27. Она вышла около 1530 из типографии известного Растеля под следующим весьма характеристическим заглавием: A new commedye in English in maner of an enterlude ryght elegant and full of craft of rhethoryk, wherein is shew'd and dyscrybyd as well the bewte and good propertes of women, as theyr vyces and evyll conditions, with a moral conclusion and exhortacyon to vertew. In folio.

28. См. o ней у Колльера History etc. vol. II, p. 408—412.

29. Любимыми народными типами в моралите были Дьявол, перешедший сюда из мистерий, и его прислужник Порок. В большей части случаев обе эти комические фигуры являются на сцену вместе, при чем несообразительный дьявол постоянно попадается в просак и подвергается всевозможным истязаниям от своего ловкого и увертливого товарища. Истощив свои силы в неравной борьбе, поминутно подстегиваемый плетью, дьявол наконец начинает реветь, как медведь, что вызывает непритворный смех у зрителей. В конце XVI в., когда сами моралите стали выходить из моды (Collier, History etc. vol. II, p. 272. примечание) дьявол и его спутник Порок, превратившийся в настоящего шута, по прежнему были любимцами народной толпы. Из слов тетушки Тетль (в комедии Бен-Джонсова Staple of News 1625 г.) видно, что тогдашняя народная аудитория считала непременным условием хорошей пьесы участие в ней дьявола и шута: «Мой супруг Тимофей Тетль (упокой Господи его душу!) имел обыкновение говаривать, что пьеса не стоит выеденного яйца, если в ней нет ни дьявола, ни шута. Он, голубчик мой, постоянно стоял за дьявола. (прости ему Господи!) Я непременно хочу, за свои деньги видеть дьявола — вот что он говорил».

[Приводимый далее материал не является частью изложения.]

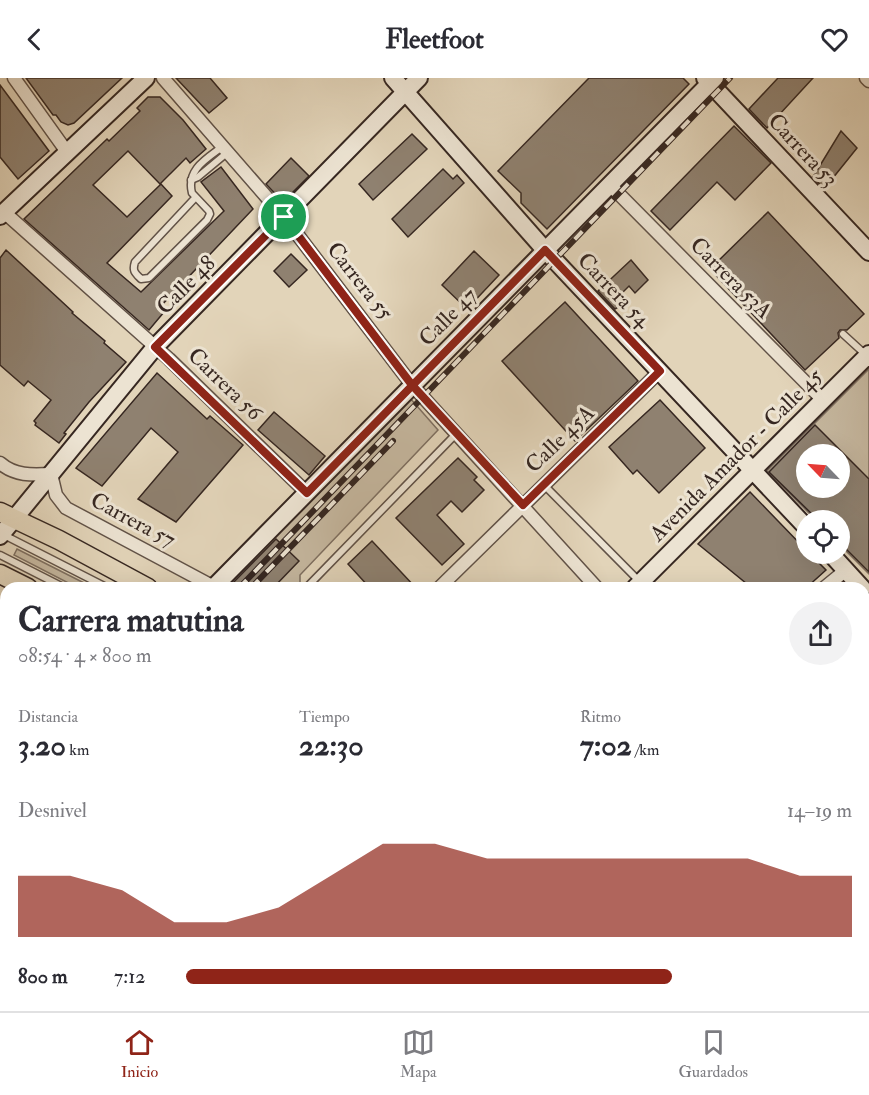 <!DOCTYPE html>
<html lang="es">
<head>
<meta charset="utf-8">
<style>
	body { margin:0; font-family:"IM FELL Double Pica",serif; background:#f2f2f3; color:#2b2b33; height:100vh; display:flex; flex-direction:column; font-size:22px; white-space:nowrap }
	* { box-sizing:border-box; margin:0 }
	p { font-size:20px; color:#7c7c81 }
	.icon { flex:none; width:33px; height:33px; fill:none; stroke:currentColor; stroke-width:2; stroke-linecap:round; stroke-linejoin:round }
	.map { position:relative; flex:1; overflow:hidden }
	.sheet { position:absolute; left:0px; top:504px; width:870px; height:429px; display:flex; flex-direction:column; background:#fff; border-radius:18px 18px 0 0; box-shadow:0 6px 24px #0002 }
	.sheet>* { flex:none }
	.needle { width:39px; rotate:295deg }
	.tools { position:absolute; left:796px; top:366px; display:grid; gap:12px }
	.tools a { display:grid; place-items:center; width:54px; height:54px; border-radius:50%; background:#fff; box-shadow:0 6px 24px #0002; font-size:30px }
	.pin { position:absolute; display:grid; place-items:center; width:51px; height:51px; color:#fff; margin:-26px; border:3px solid #fff; border-radius:50%; box-shadow:0 2px 6px #0007 }
	.round { display:grid; place-items:center; flex:none; width:63px; height:63px; border-radius:32px; background:#f2f2f3 }
	.headline { display:flex; align-items:center; justify-content:space-between; height:102px; padding:0 18px }
	h1 { font-size:33px; font-weight:700; line-height:45px }
	.stats { display:grid; grid-template-columns:repeat(3,1fr); gap:9px; height:102px; padding:6px 18px }
	.stats div { display:grid; align-content:center }
	.stats b { font-size:30px; font-weight:700 }
	.stats small { font-size:16px; font-weight:400 }
	.stats p { font-size:16px }
	.chart { height:168px; padding:12px 18px }
	.chart p { display:flex; justify-content:space-between }
	.chart svg { width:100%; height:108px; margin-top:6px; fill:#8f2418; opacity:.7 }
	ul { padding:0 18px; list-style:none; font-size:20px }
	li { display:grid; grid-template-columns:96px 72px 1fr; align-items:center; height:45px }
	li i { height:15px; border-radius:8px; background:#8f2418 }
	header { display:flex; justify-content:space-between; align-items:center; height:78px; padding:0 18px; background:#fff; font-size:27px; font-weight:700 }
	.tabs { display:flex; justify-content:space-around; align-items:center; height:84px; border-top:2px solid #e1e1e2; background:#fff; font-size:16px; color:#7c7c81 }
	.tabs a { display:grid; justify-items:center; gap:3px }
	.tabs .current { color:#8f2418 }
	.map>svg:first-child { display:block }
	.green { fill:#c5b79f; stroke:#7e6f60; stroke-width:1.5; fill-rule:evenodd }
	.building { fill:#8f8170; stroke:#362721; stroke-width:1.5; fill-rule:evenodd }
	.lines { fill:none; stroke-linecap:round; stroke-linejoin:round }
	.lane-casing { stroke:#615247; stroke-width:9 }
	.street-casing { stroke:#615247; stroke-width:15 }
	.secondary-casing { stroke:#362721; stroke-width:20 }
	.primary-casing { stroke:#362721; stroke-width:21 }
	.lane { stroke:#ece3d2; stroke-width:6 }
	.street { stroke:#ece3d2; stroke-width:12 }
	.secondary { stroke:#ece3d2; stroke-width:16 }
	.primary { stroke:#e2d4b9; stroke-width:18 }
	.rail-casing { stroke:#362721; stroke-width:6 }
	.rail { stroke:#ece3d2; stroke-width:4; stroke-dasharray:11; stroke-linecap:butt }
	.route-casing { stroke:#fff; stroke-width:12 }
	.route { stroke:#8f2418; stroke-width:8 }
	.labels { text-anchor:middle; dominant-baseline:central; stroke-width:6; stroke-linejoin:round; paint-order:stroke }
	.street-label { font-size:22px; fill:#362721; stroke:#ece3d2 }
</style>
</head>
<body>
<header><svg class="icon" aria-label="back" viewBox="0 0 24 24"><path d="M15 5l-7 7 7 7"/></svg>Fleetfoot<svg class="icon" aria-label="heart" viewBox="0 0 24 24"><path d="M12 20l-8-8c-3-5 5-10 8-4 3-6 11-1 8 4z"/></svg></header>
<div class="map">
<svg width="869" height="933" viewBox="0 0 869 933">
	<rect width="100%" height="100%" fill="#e2d4b9"/>
	<filter id="stains"><feTurbulence type="fractalNoise" baseFrequency=".00333" numOctaves="4"/><feColorMatrix values="0 0 0 0 .2 0 0 0 0 .09 0 0 0 0 .02 0 0 0 .5 -.17"/></filter>
	<radialGradient id="worn" r=".72"><stop offset=".6" stop-color="#630" stop-opacity="0"/><stop offset="1" stop-color="#630" stop-opacity=".3"/></radialGradient>
	<g class="green">
		<path d="M 869,291 L 869,496 L 840,467 L 840,442 L 816,442 L 767,393 ZM 807,376 L 840,376 L 840,410 L 807,410 Z"/>
		<polygon points="409,319 438,352 300,497 300,510 222,510"/>
		<polygon points="17,471 94,510 78,510 14,477"/>
		<polygon points="869,683 869,864 864,862 864,689"/>
	</g>
	<g class="building">
		<polygon points="26,0 122,0 74,45 68,47 61,44 56,37 53,37"/>
		<polygon points="176,0 210,0 227,20 209,35"/>
		<polygon points="589,0 683,0 689,6 547,151 521,125 521,115 498,93"/>
		<polygon points="778,0 813,0 767,50 749,31"/>
		<polygon points="0,7 49,73 18,101 0,79"/>
		<polygon points="148,19 160,19 183,42 206,71 190,85 186,80 160,106 128,73 93,107 127,139 161,106 172,118 107,185 141,214 224,133 201,104 221,89 253,131 159,230 164,234 149,252 24,141 107,61 109,63 140,33 137,30"/>
		<polygon points="734,48 771,85 735,122 717,104 670,152 651,133"/>
		<polygon points="841,53 857,70 824,111 813,99"/>
		<polygon points="412,56 427,71 373,122 359,106"/>
		<polygon points="291,80 309,98 283,124 266,106"/>
		<polygon points="443,91 453,101 457,97 464,105 408,159 392,141"/>
		<polygon points="768,134 864,236 847,252 840,252 838,255 839,260 805,292 710,191"/>
		<polygon points="6,172 73,234 72,235 105,263 104,265 126,284 89,324 64,355 66,356 59,365 35,347 36,345 34,343 51,322 28,303 24,308 0,287 0,180"/>
		<polygon points="474,173 499,197 467,231 442,207"/>
		<polygon points="291,176 307,192 289,209 274,193"/>
		<polygon points="631,182 648,202 635,215 629,208 615,222 620,228 615,231 598,213"/>
		<polygon points="565,224 638,303 575,363 502,283"/>
		<polygon points="157,295 207,341 210,338 243,367 176,444 138,421 178,374 151,350 102,408 76,390"/>
		<polygon points="660,322 705,370 659,415 637,392 633,396 609,369"/>
		<polygon points="274,334 325,378 309,397 258,352"/>
		<path d="M 815,347 L 869,401 L 869,494 L 840,465 L 840,442 L 818,442 L 769,394 ZM 807,376 L 840,376 L 840,410 L 807,410 Z"/>
		<polygon points="458,380 477,399 474,402 484,412 462,434 451,423 437,437 464,466 442,487 396,440"/>
		<polygon points="750,414 807,473 807,476 810,476 826,492 806,510 752,510 698,466"/>
		<polygon points="276,461 299,483 273,510 228,510"/>
		<polygon points="372,463 416,510 370,510 348,486"/>
	</g>
	<g class="lines">
		<g class="lane-casing">
			<g id="lane">
				<polyline points="191,102 198,99 228,74"/>
				<path d="M 195,120 L 135,184 C 132,193 135,195 141,201 L 149,200 L 207,142 L 210,136 L 209,133 L 192,115 C 186,92 206,81 222,69"/>
				<polyline points="843,256 866,277"/>
				<polyline points="544,407 640,504"/>
				<polyline points="4,457 108,510"/>
				<polyline points="0,477 65,510"/>
				<polyline points="306,510 456,356"/>
			</g>
		</g>
		<g class="street-casing">
			<g id="street">
				<polyline points="14,0 67,74"/>
				<polyline points="163,0 284,139 412,307 597,510"/>
				<polyline points="866,0 869,3"/>
				<polyline points="610,107 823,322"/>
				<polyline points="4,134 169,281 307,415"/>
				<path d="M 0,385 C 15,398 32,397 51,396 L 56,417 L 66,430 L 214,509"/>
				<polyline points="439,510 660,293"/>
				<polyline points="824,510 846,492"/>
				<polyline points="0,735 6,729"/>
				<polyline points="0,781 6,775"/>
				<polyline points="0,854 6,859"/>
				<polyline points="76,927 82,933"/>
				<polyline points="290,927 296,933"/>
				<polyline points="13,933 19,927"/>
				<polyline points="384,933 390,927"/>
			</g>
		</g>
		<g class="secondary-casing">
			<g id="secondary">
				<polyline points="393,0 545,172 807,450"/>
				<polyline points="705,0 869,174"/>
				<polyline points="0,138 146,0"/>
				<polyline points="0,458 155,269 419,0"/>
				<polyline points="831,476 862,510"/>
				<polyline points="213,510 715,0"/>
				<polyline points="635,510 869,276"/>
				<polyline points="864,588 869,583"/>
				<polyline points="864,617 869,612"/>
				<polyline points="864,647 869,642"/>
				<polyline points="864,677 869,671"/>
				<polyline points="218,933 224,927"/>
				<polyline points="573,933 579,927"/>
				<polyline points="602,933 607,927"/>
				<polyline points="652,933 663,927"/>
			</g>
		</g>
		<g class="primary-casing">
			<g id="primary">
				<polyline points="0,434 59,462 148,510"/>
				<polyline points="0,496 28,510"/>
				<polyline points="864,874 869,876"/>
				<polyline points="864,897 869,900"/>
				<polyline points="864,923 869,925"/>
				<polyline points="828,927 841,933"/>
				<polyline points="544,933 546,927"/>
			</g>
		</g>
		<use href="#lane" class="lane"/>
		<use href="#street" class="street"/>
		<use href="#secondary" class="secondary"/>
		<use href="#primary" class="primary"/>
		<g class="rail-casing">
			<g id="rail">
				<polyline points="239,510 730,0"/>
				<polyline points="251,510 393,363"/>
				<polyline points="0,758 6,752"/>
			</g>
		</g>
		<use href="#rail" class="rail"/>
	</g>
	<g class="lines">
		<g class="route-casing">
			<path id="route" d="M 284,139 L 412,307 L 523,427 L 660,293 L 545,172 C 466,253 386,334 307,415 L 155,269 L 284,139"/>
		</g>
		<use href="#route" class="route"/>
	</g>
	<g class="labels">
		<g class="street-label">
			<text transform="translate(803 72) rotate(47)">Carrera 53</text>
			<text transform="translate(731 200) rotate(45)">Carrera 53A</text>
			<text transform="translate(360 203) rotate(52)">Carrera 55</text>
			<text transform="translate(186 207) rotate(-45)">Calle 48</text>
			<text transform="translate(614 212) rotate(46)">Carrera 54</text>
			<text transform="translate(448 239) rotate(-45)">Calle 47</text>
			<text transform="translate(225 306) rotate(44)">Carrera 56</text>
			<text transform="translate(560 361) rotate(-44)">Calle 45A</text>
			<text transform="translate(736 377) rotate(-45)">Avenida Amador - Calle 45</text>
			<text transform="translate(133 442) rotate(28)">Carrera 57</text>
		</g>
	</g>
	<rect width="100%" height="100%" filter="url(#stains)"/>
	<rect width="100%" height="100%" fill="url(#worn)"/>
</svg>
<div class="tools">
<a><svg class="needle" viewBox="-14 -14 28 28"><path d="M0-13l5 13h-10z" fill="#e53935"/><path d="M0 13l5-13h-10z" fill="#7c7c81"/></svg></a>
<a><svg class="icon" aria-label="locate" viewBox="0 0 24 24"><circle cx="12" cy="12" r="6"/><path d="M12 2v4M12 18v4M2 12h4M18 12h4"/></svg></a>
</div>
<div class="pin" style="left:284px;top:139px;background:#1e9e55"><svg class="icon" aria-label="arrive" viewBox="0 0 24 24"><path d="M6 21V4h12l-3 4 3 4H6"/></svg></div>
<section class="sheet">
<div class="headline"><div><h1>Carrera matutina</h1><p>08:54 · 4 × 800 m</p></div><a class="round"><svg class="icon" aria-label="share" viewBox="0 0 24 24"><path d="M12 15V3M7 8l5-5 5 5M5 13v7h14v-7"/></svg></a></div>
<div class="stats">
<div><p>Distancia</p><b>3.20<small> km</small></b></div>
<div><p>Tiempo</p><b>22:30</b></div>
<div><p>Ritmo</p><b>7:02<small> /km</small></b></div>
</div>
<div class="chart"><p><span>Desnivel</span>14–19 m</p>
<svg viewBox="0 0 160 44" preserveAspectRatio="none"><path d="M0 44V19L10 19L20 25L30 38L40 38L50 32L60 19L70 6L80 6L90 12L100 12L110 12L120 12L130 12L140 12L150 19L160 19V44z"/></svg>
</div>
<ul>
<li><b>800 m</b>7:12<i style="width:73%"></i></li>
</ul>
</section>
</div>
<nav class="tabs">
<a class="current"><svg class="icon" aria-label="home" viewBox="0 0 24 24"><path d="M3 11l9-7 9 7M6 9v11h12V9"/></svg>Inicio</a>
<a><svg class="icon" aria-label="map" viewBox="0 0 24 24"><path d="M3 6l6-2 6 2 6-2v14l-6 2-6-2-6 2zM9 4v14M15 6v14"/></svg>Mapa</a>
<a><svg class="icon" aria-label="saved" viewBox="0 0 24 24"><path d="M7 4h10v16l-5-4-5 4z"/></svg>Guardados</a>
</nav>
</body>
</html>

30. Из эпилога к Терситу можно заключить, что эта пьеса была написана в 1537 г., так как здесь упоминается о рождении принца Эдуарда, причем автор просит Бога исцелить болящую королеву Джен Сеймур. По мнению Колльера (History etc. vol. II, p. 360) Jack Jugler может быть отнесен к царствованию Эдуарда или Марии, во всяком случае он написан до вступления на престол Елисаветы. Обе эти пьесы вошли в прекрасное издание Чайльда (Four Old Flays, with an introduction and notes. Cambridge 1848), которым мы и пользовались.

31. Сам автор говорит в прологе, что основанием его пьесы послужила первая комедия Плавта:

...And for that purpose onlye this maker did it write
Taking the ground thereof out of Plautus first commedie и т. д.

Глубокая начитанность автора в классической литературе видна из множества цитат, испещряющих собою весь пролог. Кроме того автор усвоил себе обычай классической комедии (см. об этом у Лессинга в его Hamburgische Dramaturgic Neunzigstes Stuck. 11 марта 1768) давать действующим лицам имена, сообразные с их характером и наклонностями. Герой комедии [называется Джэк-Обманщик (Jack Jugler); лакей-гуляка, который становится жертвой его коварства, носит имя Джинкина-Беззаботнаго. (My name — говорит он — is Careawaie, let all sorow passe); господин его — личность полусонная, находящаяся под башмаком своей подруги, именуется Maister Boungrace (благодушие). Исключение составляет фамилия его подруги, может быть иронически названной скромной и застенчивой дамой (Dame Coy), тогда как на самом деле она способна ворчать и браниться с утра до вечера, не чувствуя ни малейшего утомления.

32.

I have fargotten what I have thought to have sayed
And am thereof full ill a paied,
But when I lost myselfe I knew verie well
I lost also that I should you tell.

33. На заглавном листе пьесы, где обозначены имена действующих лиц и их общественное положение, против имени Jack Jugler стоит слово The Vyce, обозначающее его профессию, состоявшую, как известно, в том, чтоб разыгрывать сперва над дьяволом, а потом над людьми самые непригожие шутки. Ср. прим. 116.

34.

And a mayd we have at home Ales trype and go
Not all London can she we, euche other twoo.
She shnperith, she prankith aud getteth without faylle
As a pecocke that hath spred and sheweth her gaye taile;
She minceth, she brideletb, she swimmeth to and fro
She tredith not one here a wrye, she tryppeth like a do
A brode in the strete, going or cumming homward
She quaverith and wardelith, like one in a galiard;
Everye joint in her bodie and everie part.
Oh it is a joylie wenche to myns and devyd a fart;
She talketh, she chatteth like а Pye all daye
And speaketh like a parat Poppagaye и т. д.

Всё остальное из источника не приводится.